What is required: From the entries below, work out the number of lines that hold the word "active", and give that number alone.

Collected data entries:

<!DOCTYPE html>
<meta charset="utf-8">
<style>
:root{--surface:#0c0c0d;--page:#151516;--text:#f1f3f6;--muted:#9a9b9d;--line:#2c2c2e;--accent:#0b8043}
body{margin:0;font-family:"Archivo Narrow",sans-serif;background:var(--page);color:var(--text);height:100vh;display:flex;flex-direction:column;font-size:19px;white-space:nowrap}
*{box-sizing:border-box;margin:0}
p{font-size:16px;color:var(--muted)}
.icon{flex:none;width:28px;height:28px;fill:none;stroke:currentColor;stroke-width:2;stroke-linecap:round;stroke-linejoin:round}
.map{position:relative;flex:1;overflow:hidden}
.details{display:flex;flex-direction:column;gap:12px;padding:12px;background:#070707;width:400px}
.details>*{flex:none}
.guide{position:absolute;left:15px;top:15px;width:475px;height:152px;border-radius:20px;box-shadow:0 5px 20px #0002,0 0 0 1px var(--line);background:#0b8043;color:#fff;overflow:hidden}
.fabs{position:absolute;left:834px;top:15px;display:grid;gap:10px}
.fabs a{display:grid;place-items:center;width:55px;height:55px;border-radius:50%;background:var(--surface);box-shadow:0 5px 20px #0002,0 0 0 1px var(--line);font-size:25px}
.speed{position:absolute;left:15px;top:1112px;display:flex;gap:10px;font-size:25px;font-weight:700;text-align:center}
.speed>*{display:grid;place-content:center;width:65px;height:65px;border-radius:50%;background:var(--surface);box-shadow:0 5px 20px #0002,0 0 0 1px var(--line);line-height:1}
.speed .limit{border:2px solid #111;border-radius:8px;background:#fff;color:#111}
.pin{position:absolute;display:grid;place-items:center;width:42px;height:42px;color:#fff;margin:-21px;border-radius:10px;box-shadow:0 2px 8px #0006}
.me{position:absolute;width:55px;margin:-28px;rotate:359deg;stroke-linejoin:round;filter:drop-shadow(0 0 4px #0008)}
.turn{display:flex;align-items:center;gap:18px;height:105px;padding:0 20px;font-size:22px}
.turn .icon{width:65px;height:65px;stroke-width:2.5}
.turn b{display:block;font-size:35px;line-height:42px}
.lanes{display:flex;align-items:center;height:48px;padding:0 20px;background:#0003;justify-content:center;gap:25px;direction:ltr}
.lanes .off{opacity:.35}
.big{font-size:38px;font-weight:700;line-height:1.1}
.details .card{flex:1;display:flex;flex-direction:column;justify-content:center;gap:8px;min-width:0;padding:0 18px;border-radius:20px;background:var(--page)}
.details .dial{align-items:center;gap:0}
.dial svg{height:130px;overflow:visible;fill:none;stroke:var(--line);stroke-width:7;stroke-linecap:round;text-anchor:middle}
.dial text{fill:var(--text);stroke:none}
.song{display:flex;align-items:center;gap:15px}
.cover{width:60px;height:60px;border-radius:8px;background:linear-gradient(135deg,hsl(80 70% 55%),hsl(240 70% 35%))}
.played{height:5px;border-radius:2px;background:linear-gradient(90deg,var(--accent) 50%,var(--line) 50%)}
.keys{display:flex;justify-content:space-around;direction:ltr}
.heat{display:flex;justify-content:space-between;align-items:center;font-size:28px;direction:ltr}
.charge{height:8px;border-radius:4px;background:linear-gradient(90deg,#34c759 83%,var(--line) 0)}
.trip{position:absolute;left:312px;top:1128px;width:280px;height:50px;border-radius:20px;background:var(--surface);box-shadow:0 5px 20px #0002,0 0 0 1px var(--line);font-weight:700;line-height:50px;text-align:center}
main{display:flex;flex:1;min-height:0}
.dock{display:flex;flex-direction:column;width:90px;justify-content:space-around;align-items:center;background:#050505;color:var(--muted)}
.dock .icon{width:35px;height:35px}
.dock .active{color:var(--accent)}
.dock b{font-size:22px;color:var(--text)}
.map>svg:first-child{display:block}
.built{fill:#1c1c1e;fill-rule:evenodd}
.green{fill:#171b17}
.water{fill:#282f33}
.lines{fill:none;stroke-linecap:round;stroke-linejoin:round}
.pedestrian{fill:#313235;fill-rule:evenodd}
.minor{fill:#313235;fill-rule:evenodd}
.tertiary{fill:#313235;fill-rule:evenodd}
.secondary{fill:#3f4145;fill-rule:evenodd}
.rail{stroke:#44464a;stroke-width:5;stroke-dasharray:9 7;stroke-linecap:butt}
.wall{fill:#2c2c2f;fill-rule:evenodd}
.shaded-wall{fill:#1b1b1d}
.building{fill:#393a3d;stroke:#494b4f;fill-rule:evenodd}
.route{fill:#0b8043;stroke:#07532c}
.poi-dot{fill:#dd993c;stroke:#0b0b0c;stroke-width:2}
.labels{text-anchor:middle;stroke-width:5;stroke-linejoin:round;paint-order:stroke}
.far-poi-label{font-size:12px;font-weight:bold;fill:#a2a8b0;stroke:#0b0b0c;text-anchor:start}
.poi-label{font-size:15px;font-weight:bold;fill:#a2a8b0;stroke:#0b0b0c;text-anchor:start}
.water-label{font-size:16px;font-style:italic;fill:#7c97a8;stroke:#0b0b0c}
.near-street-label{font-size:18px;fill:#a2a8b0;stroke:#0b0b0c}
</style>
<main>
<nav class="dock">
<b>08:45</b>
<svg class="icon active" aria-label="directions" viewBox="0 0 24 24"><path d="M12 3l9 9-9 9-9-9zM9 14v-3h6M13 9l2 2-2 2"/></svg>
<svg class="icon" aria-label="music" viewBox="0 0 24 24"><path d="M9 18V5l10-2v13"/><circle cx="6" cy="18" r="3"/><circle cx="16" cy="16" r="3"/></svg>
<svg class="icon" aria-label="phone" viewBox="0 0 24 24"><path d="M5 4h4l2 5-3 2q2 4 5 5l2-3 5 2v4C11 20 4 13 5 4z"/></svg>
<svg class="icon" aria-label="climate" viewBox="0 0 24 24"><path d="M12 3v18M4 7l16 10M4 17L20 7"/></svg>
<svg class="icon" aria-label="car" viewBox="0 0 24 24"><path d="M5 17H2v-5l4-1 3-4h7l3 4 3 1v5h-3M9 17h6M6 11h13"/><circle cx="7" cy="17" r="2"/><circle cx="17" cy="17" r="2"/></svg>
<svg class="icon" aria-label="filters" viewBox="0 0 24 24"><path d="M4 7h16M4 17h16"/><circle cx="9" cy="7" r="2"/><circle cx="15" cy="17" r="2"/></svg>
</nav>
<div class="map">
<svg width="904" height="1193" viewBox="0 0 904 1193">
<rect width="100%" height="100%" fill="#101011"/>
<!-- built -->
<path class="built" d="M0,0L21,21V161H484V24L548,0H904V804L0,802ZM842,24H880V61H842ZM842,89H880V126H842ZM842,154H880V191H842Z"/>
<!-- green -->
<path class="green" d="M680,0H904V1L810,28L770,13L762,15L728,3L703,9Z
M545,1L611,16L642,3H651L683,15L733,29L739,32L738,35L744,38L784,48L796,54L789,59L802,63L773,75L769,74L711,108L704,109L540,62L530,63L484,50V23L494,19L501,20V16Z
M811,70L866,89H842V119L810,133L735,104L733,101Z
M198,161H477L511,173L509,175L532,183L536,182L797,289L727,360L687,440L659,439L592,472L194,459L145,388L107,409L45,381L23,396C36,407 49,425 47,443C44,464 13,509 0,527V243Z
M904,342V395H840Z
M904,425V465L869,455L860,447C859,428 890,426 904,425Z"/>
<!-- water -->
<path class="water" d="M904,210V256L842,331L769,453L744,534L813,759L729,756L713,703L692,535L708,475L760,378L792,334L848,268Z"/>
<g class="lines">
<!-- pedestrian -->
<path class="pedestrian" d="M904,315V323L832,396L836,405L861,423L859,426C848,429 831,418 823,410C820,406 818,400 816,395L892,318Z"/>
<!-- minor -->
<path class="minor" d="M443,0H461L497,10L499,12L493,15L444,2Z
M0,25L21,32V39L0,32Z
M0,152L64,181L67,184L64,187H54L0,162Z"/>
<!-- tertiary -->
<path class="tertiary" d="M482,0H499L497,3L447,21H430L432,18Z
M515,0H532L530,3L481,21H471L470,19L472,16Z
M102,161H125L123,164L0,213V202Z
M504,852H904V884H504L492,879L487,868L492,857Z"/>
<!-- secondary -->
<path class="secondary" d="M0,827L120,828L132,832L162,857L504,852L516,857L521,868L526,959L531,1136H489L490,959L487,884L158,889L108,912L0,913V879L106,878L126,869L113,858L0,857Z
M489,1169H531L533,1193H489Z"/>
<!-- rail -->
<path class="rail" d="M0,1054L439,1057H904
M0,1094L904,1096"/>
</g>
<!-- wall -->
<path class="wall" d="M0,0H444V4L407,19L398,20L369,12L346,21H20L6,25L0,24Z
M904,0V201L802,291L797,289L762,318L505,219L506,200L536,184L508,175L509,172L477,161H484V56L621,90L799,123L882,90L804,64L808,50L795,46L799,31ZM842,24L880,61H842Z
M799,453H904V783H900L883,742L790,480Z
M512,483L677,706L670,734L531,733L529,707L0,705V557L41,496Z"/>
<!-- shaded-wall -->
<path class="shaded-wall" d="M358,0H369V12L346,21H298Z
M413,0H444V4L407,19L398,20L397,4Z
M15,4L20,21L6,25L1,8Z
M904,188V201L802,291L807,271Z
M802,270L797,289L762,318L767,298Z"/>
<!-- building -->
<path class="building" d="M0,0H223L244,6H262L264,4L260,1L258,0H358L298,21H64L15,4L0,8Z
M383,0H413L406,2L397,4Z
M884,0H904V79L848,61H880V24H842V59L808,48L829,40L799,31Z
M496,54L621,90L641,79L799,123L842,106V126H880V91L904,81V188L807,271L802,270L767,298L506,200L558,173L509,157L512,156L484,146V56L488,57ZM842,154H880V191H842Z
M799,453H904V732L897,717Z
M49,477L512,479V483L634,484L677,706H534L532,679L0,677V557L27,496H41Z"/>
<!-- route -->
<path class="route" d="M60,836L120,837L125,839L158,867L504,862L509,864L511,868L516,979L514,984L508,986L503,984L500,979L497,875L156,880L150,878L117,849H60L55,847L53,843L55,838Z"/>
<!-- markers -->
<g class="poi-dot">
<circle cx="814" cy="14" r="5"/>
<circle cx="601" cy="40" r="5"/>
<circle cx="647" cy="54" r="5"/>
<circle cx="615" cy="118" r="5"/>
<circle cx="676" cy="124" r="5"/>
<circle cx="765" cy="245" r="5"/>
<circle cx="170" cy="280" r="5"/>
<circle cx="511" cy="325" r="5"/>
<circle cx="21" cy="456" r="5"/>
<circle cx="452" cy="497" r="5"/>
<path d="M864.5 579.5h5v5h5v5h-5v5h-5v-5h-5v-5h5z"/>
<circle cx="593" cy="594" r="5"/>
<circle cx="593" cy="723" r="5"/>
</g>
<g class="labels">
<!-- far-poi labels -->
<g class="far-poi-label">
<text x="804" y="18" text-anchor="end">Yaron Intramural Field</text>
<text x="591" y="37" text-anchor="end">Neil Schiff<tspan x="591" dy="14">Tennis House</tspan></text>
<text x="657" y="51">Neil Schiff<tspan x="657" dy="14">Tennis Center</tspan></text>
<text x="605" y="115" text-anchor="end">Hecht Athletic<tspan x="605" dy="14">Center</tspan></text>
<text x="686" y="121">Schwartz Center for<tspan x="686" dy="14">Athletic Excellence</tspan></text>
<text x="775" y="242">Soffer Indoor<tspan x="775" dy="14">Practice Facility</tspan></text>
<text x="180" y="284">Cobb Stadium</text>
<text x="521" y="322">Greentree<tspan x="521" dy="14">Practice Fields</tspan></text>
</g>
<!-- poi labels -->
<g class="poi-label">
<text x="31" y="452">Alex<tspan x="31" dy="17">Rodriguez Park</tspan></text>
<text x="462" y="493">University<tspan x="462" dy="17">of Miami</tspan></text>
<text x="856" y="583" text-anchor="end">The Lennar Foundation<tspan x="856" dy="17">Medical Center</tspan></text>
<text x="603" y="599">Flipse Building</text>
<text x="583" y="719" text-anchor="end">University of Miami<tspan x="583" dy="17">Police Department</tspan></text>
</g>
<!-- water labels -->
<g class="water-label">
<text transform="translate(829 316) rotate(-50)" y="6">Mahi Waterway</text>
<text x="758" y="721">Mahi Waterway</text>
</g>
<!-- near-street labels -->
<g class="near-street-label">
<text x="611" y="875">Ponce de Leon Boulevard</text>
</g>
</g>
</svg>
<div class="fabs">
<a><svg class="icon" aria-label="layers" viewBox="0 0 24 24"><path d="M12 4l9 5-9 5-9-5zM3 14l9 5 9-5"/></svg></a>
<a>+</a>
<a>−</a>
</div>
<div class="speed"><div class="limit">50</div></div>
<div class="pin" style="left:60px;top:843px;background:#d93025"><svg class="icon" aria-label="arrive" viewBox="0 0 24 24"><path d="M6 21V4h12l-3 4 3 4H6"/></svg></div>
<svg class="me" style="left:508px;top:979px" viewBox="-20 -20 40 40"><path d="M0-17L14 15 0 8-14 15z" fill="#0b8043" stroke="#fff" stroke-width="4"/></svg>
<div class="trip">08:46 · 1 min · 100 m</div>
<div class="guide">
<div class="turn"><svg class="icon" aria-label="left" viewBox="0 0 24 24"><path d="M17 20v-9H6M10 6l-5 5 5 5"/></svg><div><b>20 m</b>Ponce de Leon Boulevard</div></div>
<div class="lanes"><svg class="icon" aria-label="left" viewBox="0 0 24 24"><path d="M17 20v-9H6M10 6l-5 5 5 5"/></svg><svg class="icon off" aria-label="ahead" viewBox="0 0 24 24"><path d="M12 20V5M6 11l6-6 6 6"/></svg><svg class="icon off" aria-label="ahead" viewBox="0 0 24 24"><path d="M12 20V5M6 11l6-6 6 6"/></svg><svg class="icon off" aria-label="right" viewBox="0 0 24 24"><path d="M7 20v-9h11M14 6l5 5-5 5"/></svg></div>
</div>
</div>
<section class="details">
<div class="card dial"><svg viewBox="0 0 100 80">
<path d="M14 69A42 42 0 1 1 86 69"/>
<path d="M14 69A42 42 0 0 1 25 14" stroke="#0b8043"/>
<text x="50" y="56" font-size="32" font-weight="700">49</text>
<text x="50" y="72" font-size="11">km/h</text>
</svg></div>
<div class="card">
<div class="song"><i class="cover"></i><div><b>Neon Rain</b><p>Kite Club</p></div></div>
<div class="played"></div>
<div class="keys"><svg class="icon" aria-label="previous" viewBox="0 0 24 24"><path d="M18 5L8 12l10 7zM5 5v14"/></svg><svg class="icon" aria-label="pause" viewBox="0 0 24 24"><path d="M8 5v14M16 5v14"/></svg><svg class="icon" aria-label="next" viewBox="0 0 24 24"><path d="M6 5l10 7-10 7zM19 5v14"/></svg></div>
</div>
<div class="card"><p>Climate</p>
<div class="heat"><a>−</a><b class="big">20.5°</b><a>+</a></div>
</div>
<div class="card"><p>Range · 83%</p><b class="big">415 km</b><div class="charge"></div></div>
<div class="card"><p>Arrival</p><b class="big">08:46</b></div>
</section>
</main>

Completed task: 2